Hyundai stretches credible accessibility with Elevate concept

Applauding Hyundai’s design enterprise, Iain Robertson appreciates that more specialised equipment is essential for the emergency services and showing this remarkable concept at January’s CES event is more than just stepping out.

The phenomenal attraction of the Las Vegas-based Consumer Electronics Show to the world’s motor industry is perfectly understandable, as it endures a period of tremendous sea-change. Producing a concept emergency vehicle of such a radical nature must be regarded as a feather in Hyundai’s cap.

Any first responder will tell you that the first 72 hours following a natural disaster are the most crucial to saving lives. However, due to the nature of the disaster (forest fire, earthquake, hurricane, or tsunami), it can be difficult for search-and-rescue and humanitarian aid missions to reach and get immediate help to those in greatest need. 

Rapid, resilient transportation for disaster assistance is what led Hyundai to develop the first-ever vehicle with moveable legs, rather than just wheels. Elevate is an Ultimate Mobility Vehicle (UMV), blending technology found in electric cars and robots, to allow it to traverse terrain beyond the limitations of even the most capable off-road vehicle. Current rescue vehicles can only deliver first responders to the edge of the debris field. They must travel the rest of the way on foot. 

Elevate can drive to the scene and climb right over flood debris, or crumbled concrete. Yet, this goes well beyond emergency situations. People living with disabilities, without access to an ADA ramp, could hail an autonomous Hyundai cab that would walk up to their residence and load their wheelchair, or bed. The possibilities are huge

Based on a modular EV platform, with the capability to fit different bodies for specific situations, its robotic leg architecture has five degrees of freedom plus wheel hub propulsion motors featuring the latest in electric actuator technology. The design is capable of both mammalian and reptilian walking gaits, allowing it to move in any direction.

The legs also fold-up into a stowed drive-mode, where power to the joints is cut, and the use of an integrated passive suspension system maximises battery efficiency. This allows Elevate to drive at open-road speeds just like any other vehicle. However, no other car can climb a five-foot wall, step over a five-foot gap, walk over diverse terrain and achieve a 15-foot wide track, all while keeping its body and passengers completely level. 
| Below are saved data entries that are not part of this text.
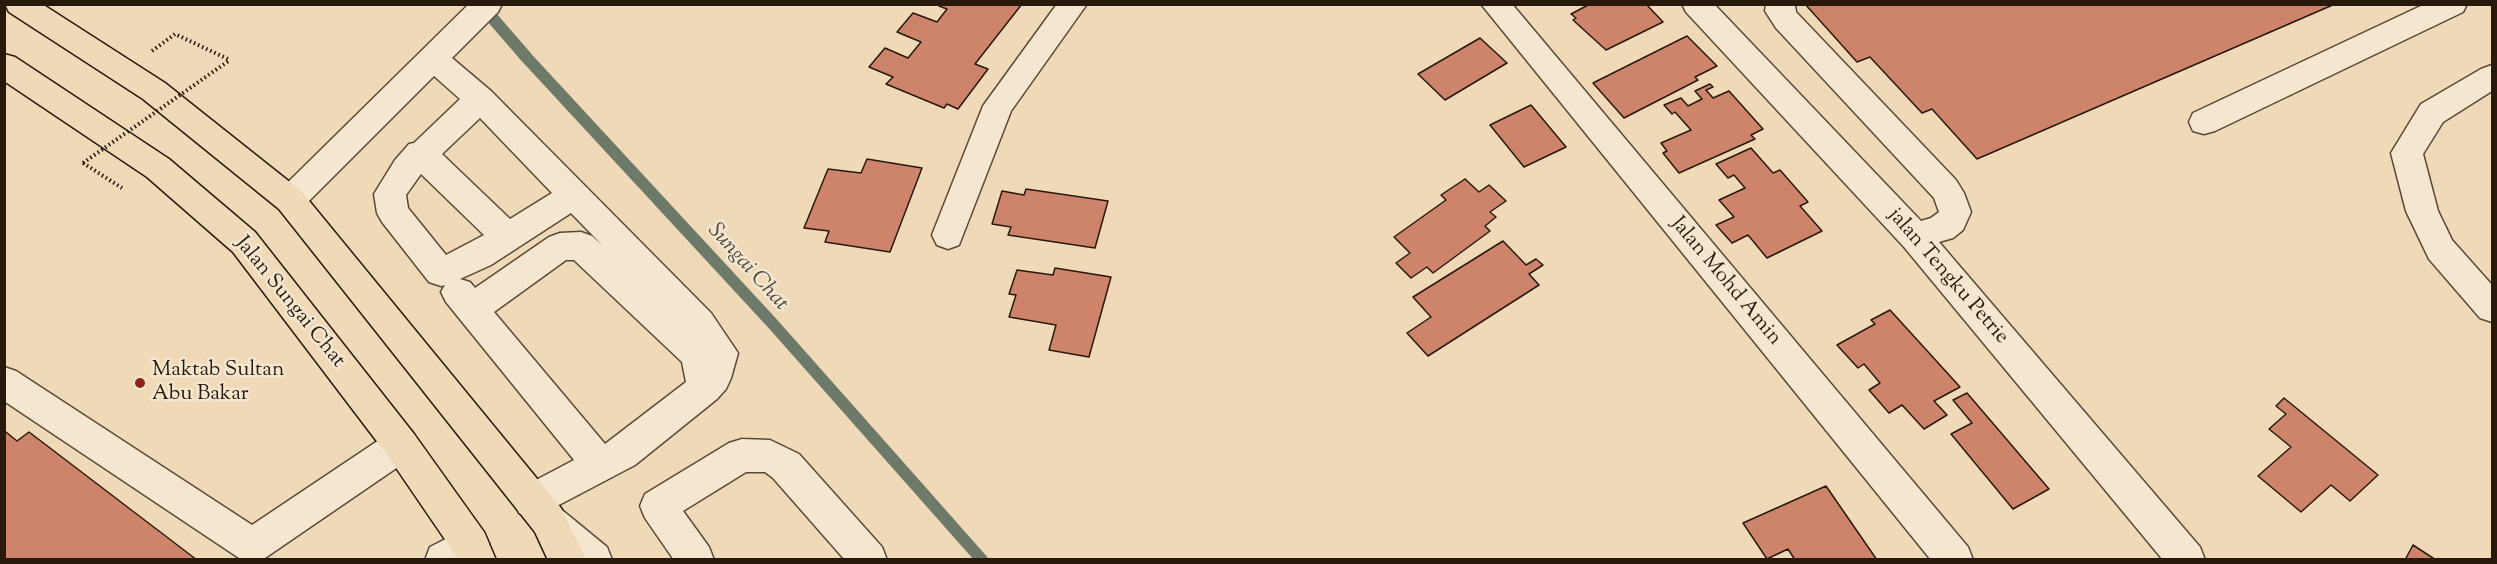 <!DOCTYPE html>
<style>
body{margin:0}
#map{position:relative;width:2497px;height:564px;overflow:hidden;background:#efd9b7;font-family:"Sorts Mill Goudy",serif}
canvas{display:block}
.frame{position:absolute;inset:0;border:6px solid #29190c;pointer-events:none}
</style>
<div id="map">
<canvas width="2497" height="564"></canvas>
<div class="frame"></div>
</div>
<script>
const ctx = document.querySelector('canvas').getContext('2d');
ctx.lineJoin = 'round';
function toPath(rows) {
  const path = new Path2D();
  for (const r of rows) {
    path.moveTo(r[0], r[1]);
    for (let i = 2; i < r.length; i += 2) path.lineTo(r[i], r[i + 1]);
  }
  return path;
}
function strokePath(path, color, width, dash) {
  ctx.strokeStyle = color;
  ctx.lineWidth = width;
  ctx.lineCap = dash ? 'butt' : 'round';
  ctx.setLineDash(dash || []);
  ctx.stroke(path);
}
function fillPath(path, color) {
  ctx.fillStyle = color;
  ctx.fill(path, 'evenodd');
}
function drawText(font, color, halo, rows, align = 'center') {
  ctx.font = font + ' "Sorts Mill Goudy",serif';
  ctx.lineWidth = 5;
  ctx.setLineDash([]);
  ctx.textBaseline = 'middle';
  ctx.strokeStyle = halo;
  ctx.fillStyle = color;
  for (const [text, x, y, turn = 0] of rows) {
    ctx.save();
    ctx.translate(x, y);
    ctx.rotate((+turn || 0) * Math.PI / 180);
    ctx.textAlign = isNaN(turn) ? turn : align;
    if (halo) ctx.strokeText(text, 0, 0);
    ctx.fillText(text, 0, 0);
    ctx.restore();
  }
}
const stream = toPath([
 [482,6,527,58,773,324,982,560]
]);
const building = toPath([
 [941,4,1022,4,975,64,988,69,958,109,947,104,944,108,886,84,893,77,869,67,885,48,908,58,921,42,897,32,913,13,937,22,947,9,939,6,941,4],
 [1590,4,1646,4,1663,22,1606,50,1573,20,1576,18,1571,14,1590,4],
 [1805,4,2335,4,1977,159,1932,109,1922,113,1870,57,1857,62,1805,4],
 [1687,36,1717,66,1695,77,1698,80,1624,118,1593,83,1687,36],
 [1480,38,1507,63,1445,100,1418,74,1480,38],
 [1710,84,1713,87,1706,90,1713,98,1729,91,1763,129,1751,135,1755,139,1679,173,1663,153,1667,151,1661,143,1691,130,1675,112,1672,114,1664,105,1681,98,1688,106,1702,99,1695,91,1710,84],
 [1531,105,1566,147,1524,167,1490,125,1531,105],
 [1751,148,1773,173,1780,170,1808,202,1800,206,1822,231,1767,258,1748,235,1732,243,1716,225,1734,217,1719,200,1745,188,1734,175,1728,178,1716,164,1751,148],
 [867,159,922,168,890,252,825,242,829,231,804,228,828,169,861,173,867,159],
 [1465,179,1479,192,1489,185,1506,201,1490,212,1496,217,1485,226,1490,231,1433,273,1427,267,1411,278,1396,263,1410,253,1394,237,1446,200,1441,195,1465,179],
 [1026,189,1108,201,1095,248,1008,235,1011,227,992,224,1002,191,1024,195,1026,189],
 [1503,241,1526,265,1536,259,1543,265,1529,274,1539,285,1428,356,1407,333,1431,317,1413,297,1503,241],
 [1055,268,1111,277,1089,357,1049,350,1056,325,1009,317,1016,295,1009,294,1017,270,1053,275,1055,268],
 [1890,310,1960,387,1934,401,1947,415,1924,429,1902,405,1889,413,1869,390,1880,383,1864,364,1858,368,1837,345,1875,324,1871,320,1890,310],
 [1967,393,2049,489,2013,509,1951,434,1972,423,1953,400,1967,393],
 [2284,398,2378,475,2350,501,2331,485,2301,512,2258,476,2291,447,2269,429,2286,414,2276,406,2284,398],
 [6,432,17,441,29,432,197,560,4,560,4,434,6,432],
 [1826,486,1877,560,1795,560,1788,549,1767,559,1743,523,1826,486],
 [2413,545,2436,560,2405,560,2413,545]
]);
const path = toPath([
 [152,51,175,34,230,60],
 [83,163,122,188]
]);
const minor = toPath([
 [469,4,502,4,498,12,452,58,491,91,711,313,738,353,731,378,726,389,717,399,635,465,557,506,607,547,612,560,566,560,535,532,531,518,519,513,514,501,519,489,574,460,446,302,441,292,445,285,441,286,429,282,382,222,377,213,374,194,395,160,409,144,414,143,460,99,434,76,301,209,290,213,279,209,274,200,279,191,469,4],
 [480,118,552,193,510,219,442,154,480,118],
 [421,174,484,235,446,255,408,208,406,195,421,174],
 [571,213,602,245,592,236,581,232,560,233,549,237,475,288,470,282,460,279,491,265,571,213],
 [566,260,574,260,682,362,686,382,605,444,494,312,566,260],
 [1057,4,1087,4,1011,111,959,245,948,249,937,245,932,235,983,106,1057,4],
 [1481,4,1512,4,1968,547,1973,560,1931,560,1481,4],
 [1682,4,1714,4,1921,221,1931,218,1939,212,1934,198,1776,28,1765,11,1766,4,1795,4,1796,12,1956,180,1964,193,1971,212,1963,230,1953,238,1939,242,2200,547,2205,560,2163,560,1904,247,1686,12,1682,4],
 [2425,4,2467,4,2463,12,2215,131,2204,134,2193,131,2189,122,2193,113,2425,4],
 [2492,65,2492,91,2443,122,2423,154,2438,211,2452,240,2492,285,2492,322,2480,318,2429,259,2406,211,2391,153,2421,104,2481,69,2492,65],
 [4,367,16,371,252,525,388,434,401,429,414,434,419,445,414,456,265,558,242,560,4,401,4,367],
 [742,439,770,440,799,454,882,547,887,560,845,560,773,478,765,472,746,472,683,511,709,547,714,560,674,560,645,518,640,506,645,494,729,443,742,439],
 [471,526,484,532,489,544,484,556,479,560,425,560,430,547,471,526]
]);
const major = toPath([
 [5,4,42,4,165,83,301,191,561,508,586,560,548,560,535,532,279,209,143,99,9,12,5,4],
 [4,54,15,57,169,159,255,232,414,434,484,532,496,560,459,560,388,456,233,252,147,177,4,81,4,54]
]);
const pathBridge = toPath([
 [83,163,230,60]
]);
const markers = [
 [140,383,6,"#8f2418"]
];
const streetNames = [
 ["jalan Tengku Petrie",1947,277,49],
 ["Jalan Mohd Amin",1725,282,50],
 ["Jalan Sungai Chat",289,303,51]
];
const poiNames = [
 ["Maktab Sultan",152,371],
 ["Abu Bakar",152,395]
];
const waterNames = [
 ["Sungai Chat",747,268,48]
];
strokePath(stream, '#6d7a6a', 12);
fillPath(building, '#ce836b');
strokePath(building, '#29190c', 1.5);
strokePath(minor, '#5a4937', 3);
strokePath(major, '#29190c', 3);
strokePath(path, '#29190c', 4, [1.5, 3]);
fillPath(minor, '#f5e6d0');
fillPath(major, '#efd9b7');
strokePath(pathBridge, '#29190c', 4, [1.5, 3]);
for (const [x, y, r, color] of markers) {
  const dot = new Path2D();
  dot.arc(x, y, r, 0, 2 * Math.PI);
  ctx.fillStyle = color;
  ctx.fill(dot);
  strokePath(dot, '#f5e6d0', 2);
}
drawText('21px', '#29190c', '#f5e6d0', streetNames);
drawText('21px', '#29190c', '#f5e6d0', poiNames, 'left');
drawText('italic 22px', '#4b4a3b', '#f5e6d0', waterNames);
</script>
Inside the Elevate, passengers would experience a vehicle fully engineered to tackle the roughest terrain comfortably. Engineering enhancements include:

  • Robotic legs with five degrees of freedom plus in-wheel propulsion
  • Ability to walk in mammalian and reptilian style gaits, for omnidirectional motion
  • Capable of climbing a five-foot vertical wall
  • Step over a five-foot gap
  • Non-back drivable motors enable the legs to lock in any position
  • Modular electric vehicle platform

Hyundai has been working with Sundberg-Ferar, a Detroit-based innovation specialist, on the Elevate Concept for almost three years. Elevate is part of various ‘Last-Mile’ technologies and solutions programmes that also possesses ‘Last-100 Feet’ capability.